=== Begin Enclosure ===

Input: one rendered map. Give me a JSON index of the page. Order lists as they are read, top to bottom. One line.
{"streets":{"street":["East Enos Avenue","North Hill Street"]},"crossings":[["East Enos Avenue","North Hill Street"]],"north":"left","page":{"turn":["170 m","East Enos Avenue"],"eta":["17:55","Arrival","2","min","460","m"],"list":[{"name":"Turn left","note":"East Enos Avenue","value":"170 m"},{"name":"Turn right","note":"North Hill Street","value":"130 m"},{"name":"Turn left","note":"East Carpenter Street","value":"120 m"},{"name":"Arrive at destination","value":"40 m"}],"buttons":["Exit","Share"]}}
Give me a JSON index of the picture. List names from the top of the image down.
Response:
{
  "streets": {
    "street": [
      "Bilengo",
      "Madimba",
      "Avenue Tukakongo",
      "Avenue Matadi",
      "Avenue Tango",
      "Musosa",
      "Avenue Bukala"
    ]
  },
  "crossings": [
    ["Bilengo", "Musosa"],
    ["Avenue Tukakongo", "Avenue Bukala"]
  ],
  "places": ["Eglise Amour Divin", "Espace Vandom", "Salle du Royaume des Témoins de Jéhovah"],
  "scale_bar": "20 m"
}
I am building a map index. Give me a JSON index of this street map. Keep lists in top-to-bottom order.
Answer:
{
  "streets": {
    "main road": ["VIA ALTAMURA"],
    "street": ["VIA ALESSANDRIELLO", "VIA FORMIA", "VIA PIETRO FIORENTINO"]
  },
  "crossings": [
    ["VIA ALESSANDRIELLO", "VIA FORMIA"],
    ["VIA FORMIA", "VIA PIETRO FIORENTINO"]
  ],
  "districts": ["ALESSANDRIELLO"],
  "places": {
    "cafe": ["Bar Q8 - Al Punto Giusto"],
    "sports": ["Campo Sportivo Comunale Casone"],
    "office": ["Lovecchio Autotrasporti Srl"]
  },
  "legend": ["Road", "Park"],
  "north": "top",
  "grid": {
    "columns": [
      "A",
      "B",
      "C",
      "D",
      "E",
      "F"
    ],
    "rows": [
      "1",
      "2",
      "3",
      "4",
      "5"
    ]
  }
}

=== End Enclosure ===

**What is needed**
Word for word, write out the entire listing once more.

**Answer to this problem**
Input: one rendered map. Give me a JSON index of the page. Order lists as they are read, top to bottom. One line.
{"streets":{"street":["East Enos Avenue","North Hill Street"]},"crossings":[["East Enos Avenue","North Hill Street"]],"north":"left","page":{"turn":["170 m","East Enos Avenue"],"eta":["17:55","Arrival","2","min","460","m"],"list":[{"name":"Turn left","note":"East Enos Avenue","value":"170 m"},{"name":"Turn right","note":"North Hill Street","value":"130 m"},{"name":"Turn left","note":"East Carpenter Street","value":"120 m"},{"name":"Arrive at destination","value":"40 m"}],"buttons":["Exit","Share"]}}
Give me a JSON index of the picture. List names from the top of the image down.
Response:
{
  "streets": {
    "street": [
      "Bilengo",
      "Madimba",
      "Avenue Tukakongo",
      "Avenue Matadi",
      "Avenue Tango",
      "Musosa",
      "Avenue Bukala"
    ]
  },
  "crossings": [
    ["Bilengo", "Musosa"],
    ["Avenue Tukakongo", "Avenue Bukala"]
  ],
  "places": ["Eglise Amour Divin", "Espace Vandom", "Salle du Royaume des Témoins de Jéhovah"],
  "scale_bar": "20 m"
}
I am building a map index. Give me a JSON index of this street map. Keep lists in top-to-bottom order.
Answer:
{
  "streets": {
    "main road": ["VIA ALTAMURA"],
    "street": ["VIA ALESSANDRIELLO", "VIA FORMIA", "VIA PIETRO FIORENTINO"]
  },
  "crossings": [
    ["VIA ALESSANDRIELLO", "VIA FORMIA"],
    ["VIA FORMIA", "VIA PIETRO FIORENTINO"]
  ],
  "districts": ["ALESSANDRIELLO"],
  "places": {
    "cafe": ["Bar Q8 - Al Punto Giusto"],
    "sports": ["Campo Sportivo Comunale Casone"],
    "office": ["Lovecchio Autotrasporti Srl"]
  },
  "legend": ["Road", "Park"],
  "north": "top",
  "grid": {
    "columns": [
      "A",
      "B",
      "C",
      "D",
      "E",
      "F"
    ],
    "rows": [
      "1",
      "2",
      "3",
      "4",
      "5"
    ]
  }
}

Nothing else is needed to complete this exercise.